# bottle. by Airspops - Review



## Hooked (25/6/21)

​*bottle. By Airspops*

bottle. is a pod device developed by AirsPops (UK). It was launched in May 2021 and landed on our shores about two weeks ago.

It really does look like a little bottle and it’s quite an impressive device.

It’s the winner of the reddot award 2021. The winning product had to meet these criteria:
- aesthetically appealing
- functional
- smart
- innovative

*EDIT*
I made some mistakes in the specs. Thank you very much to @Timwis for letting me know. I'm posting this instead:




This is what it looks like:




Weight: 61g (with juice in the pod)
Fast Type-C charging cable
510 drip-tip

The body is made of recyclable aluminium, which will please the eco-conscious. Being aluminium, it should be sturdy enough to withstand daily wear and tear.

The pod (2ml) is made of strong, olive green PCTG UV, which offers some protection to sunlight – a must for South African summers!

The base of the bottle is flat, which means that it’s stable when one puts it down.

The pod is a side-fill with a comfortably-sized juice-port.

The airflow can be adjusted by rotating the entire pod.

The device is *child-proof* – a bonus for those who have children or are going to be around children. The device automatically switches off after a "certain time". Airspops doesn’t state what the time period is, so I tested it myself. After standing idle for *35 minutes*, I had to fast-click 5 times to switch it on again.

Airspops states that any e-liquid can be used *BUT: *

1.0ohm coil – “recommended 40 – 50% VG e-liquid”
0.6ohm coil – “recommended 40 – 60% VG e-liquid”
The above information is printed on the respective boxes.

Only the 1.0ohm and 0.6ohm coils are available.

Only the 1.0ohm is in the box, pre-installed in the pod.

The coils are the push ‘n pull type, so easy to remove and replace.

The firing button is tiny, but it’s raised slightly so that one can feel it.
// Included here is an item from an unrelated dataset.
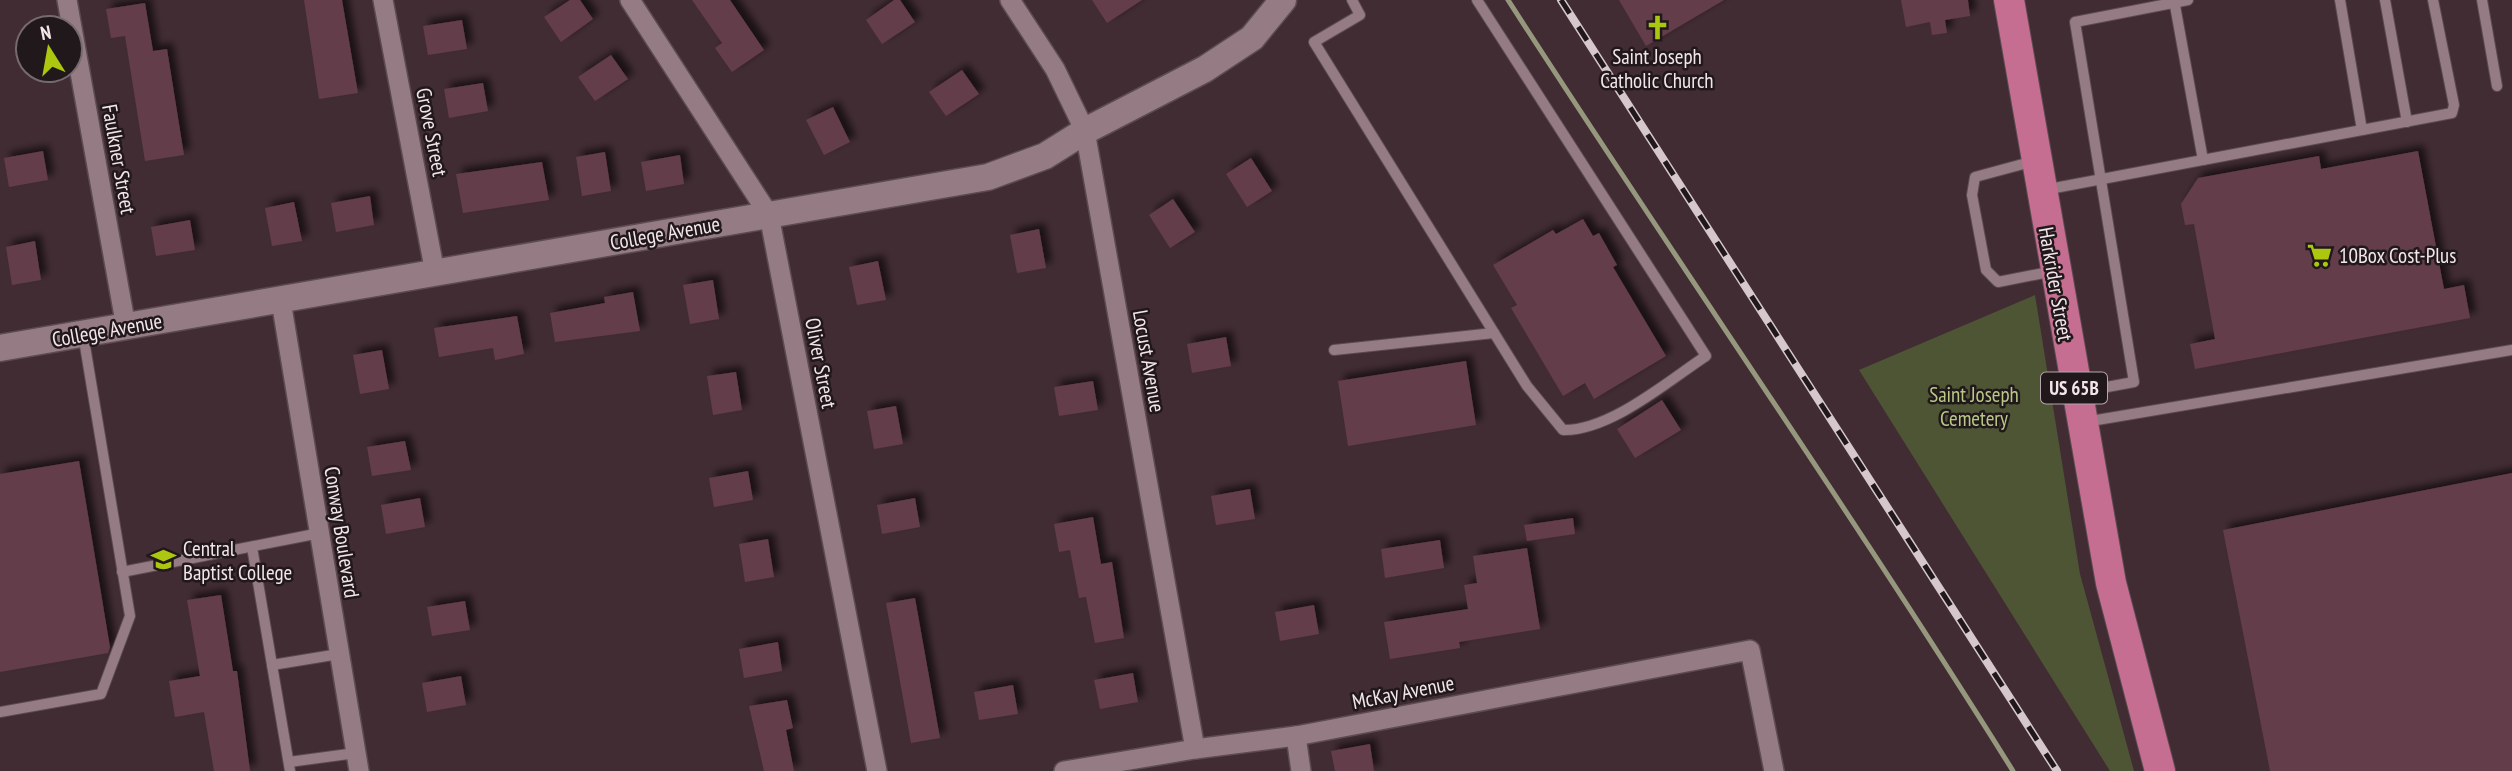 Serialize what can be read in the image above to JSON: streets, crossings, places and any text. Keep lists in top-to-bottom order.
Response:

*My vaping experience with bottle. :*

*I like:*

I love the unique shape! What a welcome change from the oblong or box shapes of other pod devices.

Because of the round shape, it’s very comfortable to hold.
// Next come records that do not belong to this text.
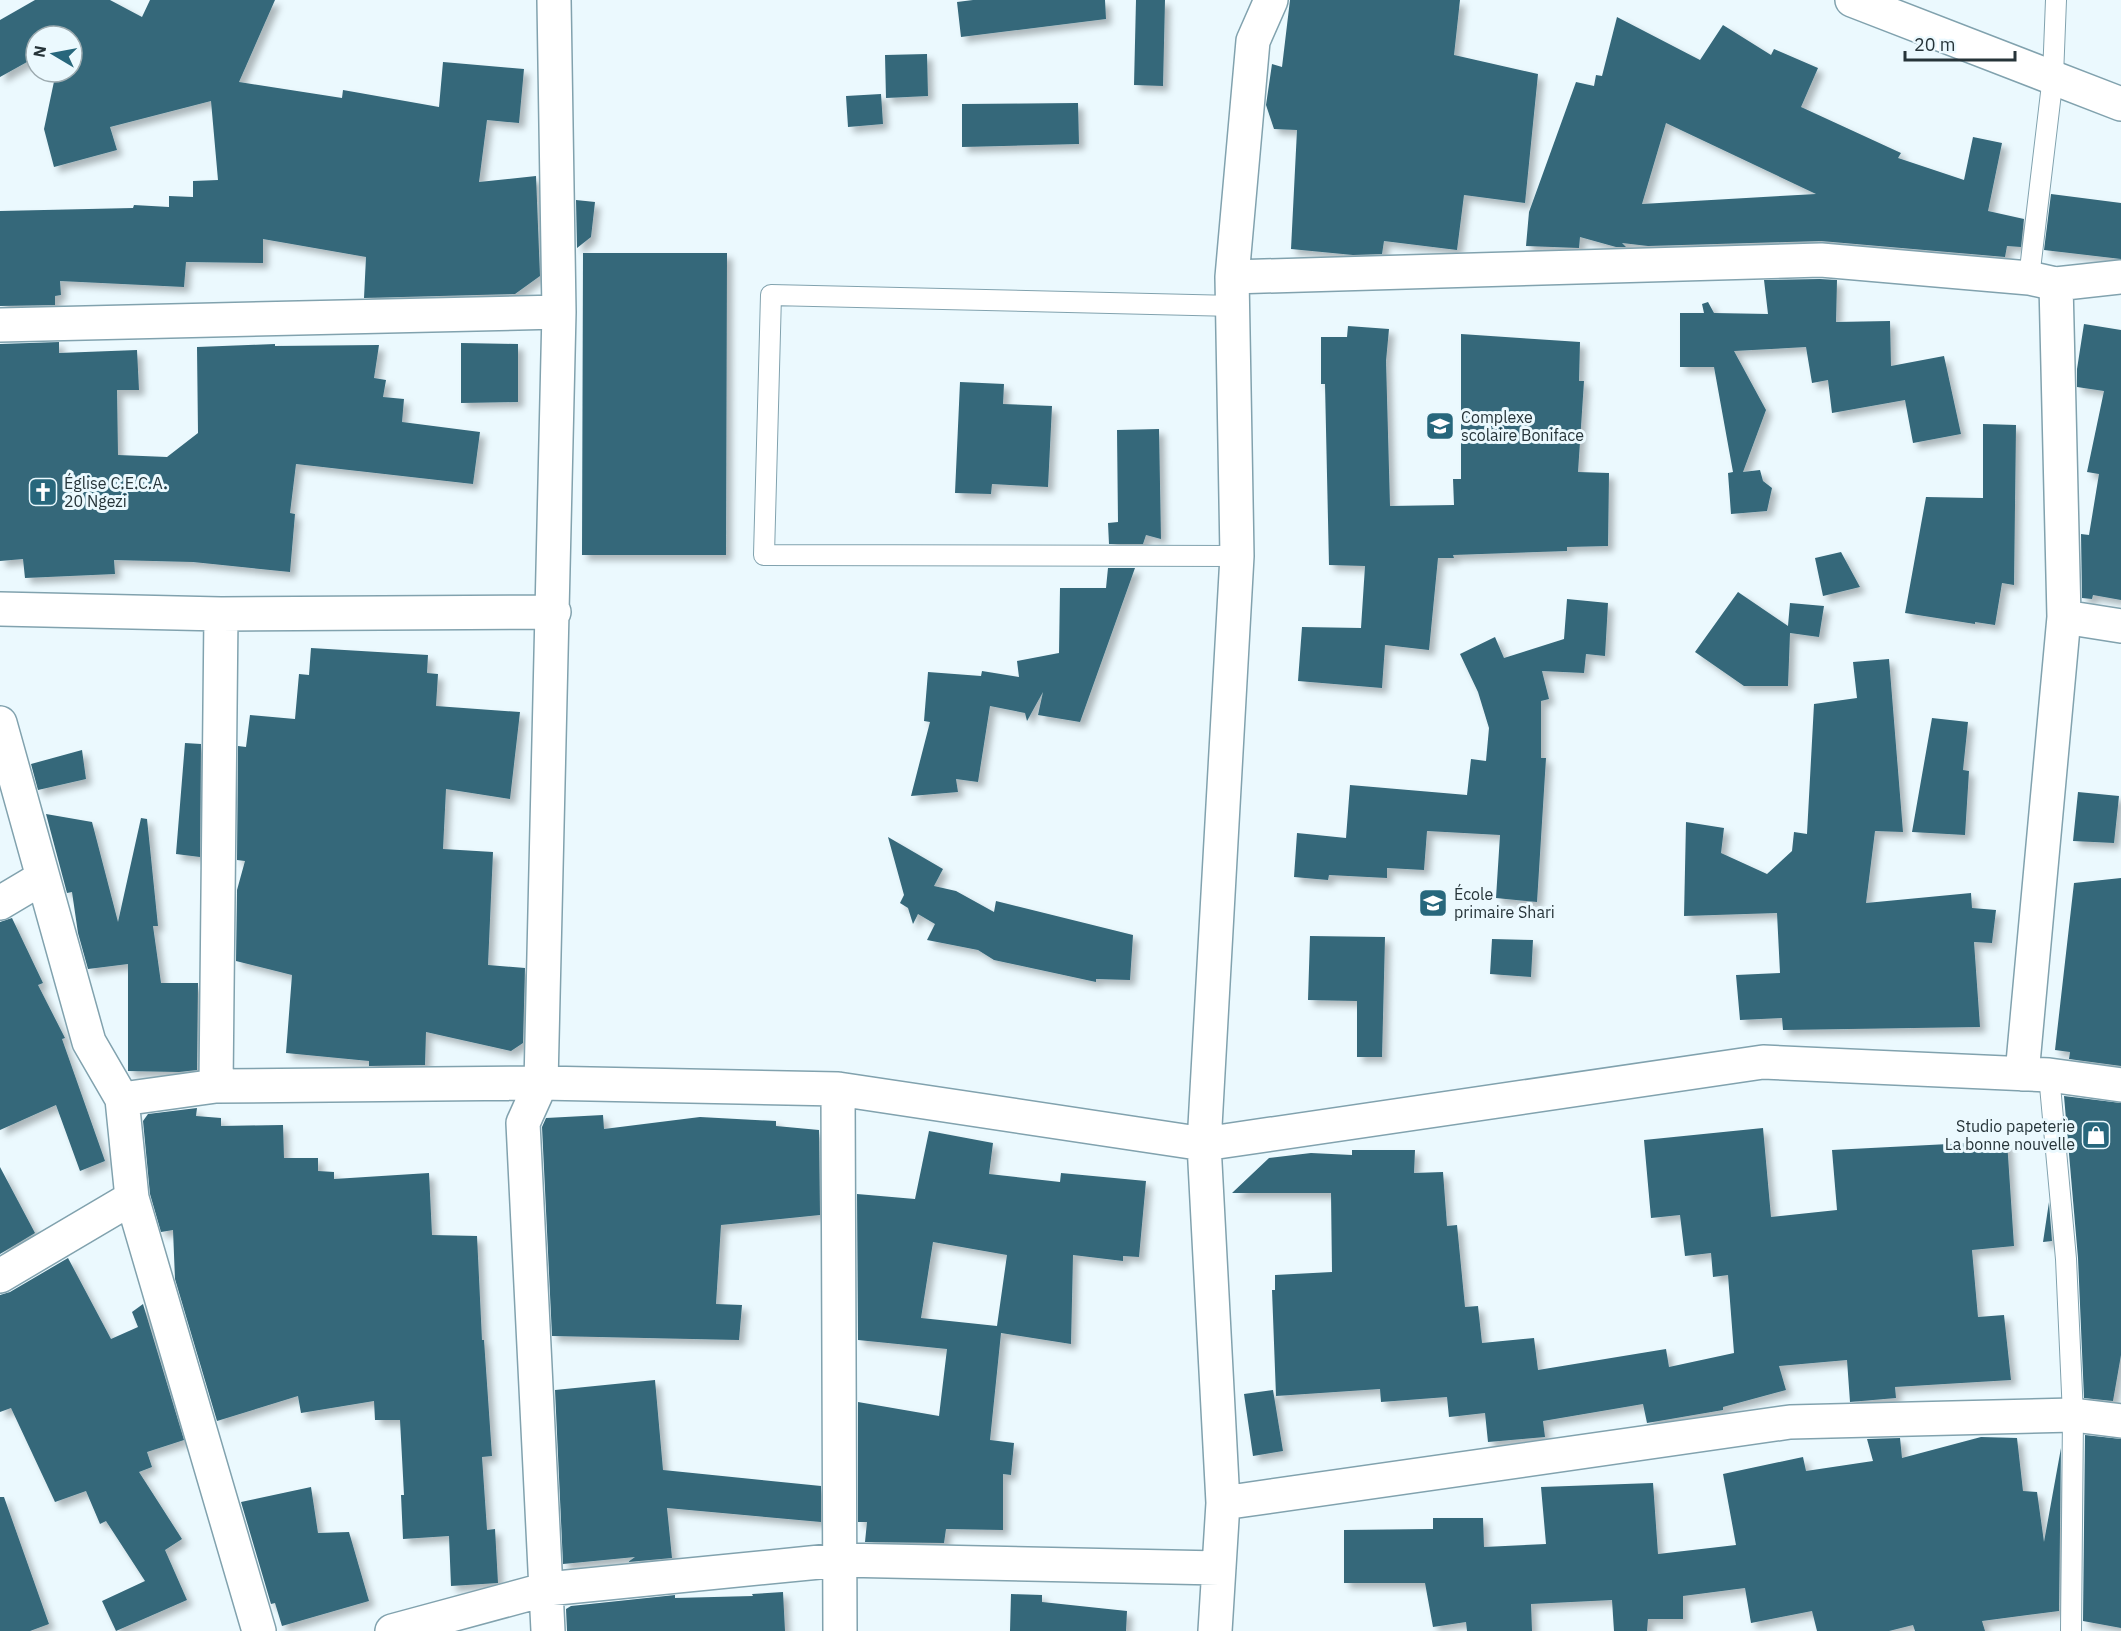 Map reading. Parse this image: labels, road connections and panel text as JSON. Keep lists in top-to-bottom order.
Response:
{
  "places": {
    "school or university": ["Complexe scolaire Boniface", "École primaire Shari"],
    "church": ["Église C.E.C.A. 20 Ngezi"],
    "shop": ["Studio papeterie La bonne nouvelle"]
  },
  "scale_bar": "20 m",
  "north": "left"
}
It’s small enough to hold in the hand (even a small hand) and stealth-vape!




I enjoy the 510 drip-tip.

There’s only a slight amount of condensation – and that after using it for three days.

*I don’t like:*
The colour of the pod. Olive green is just not my favourite colour and, being a dark colour, it’s difficult in low lighting to see how much juice is left.

Only one coil is in the box. It’s most unusual these days to receive only one coil and I do feel that both the 1.0ohm and 0.6ohm coils should be included.

The tiny firing button. There’s nothing wrong with the way that it works; I’m just not used to such a small firing button.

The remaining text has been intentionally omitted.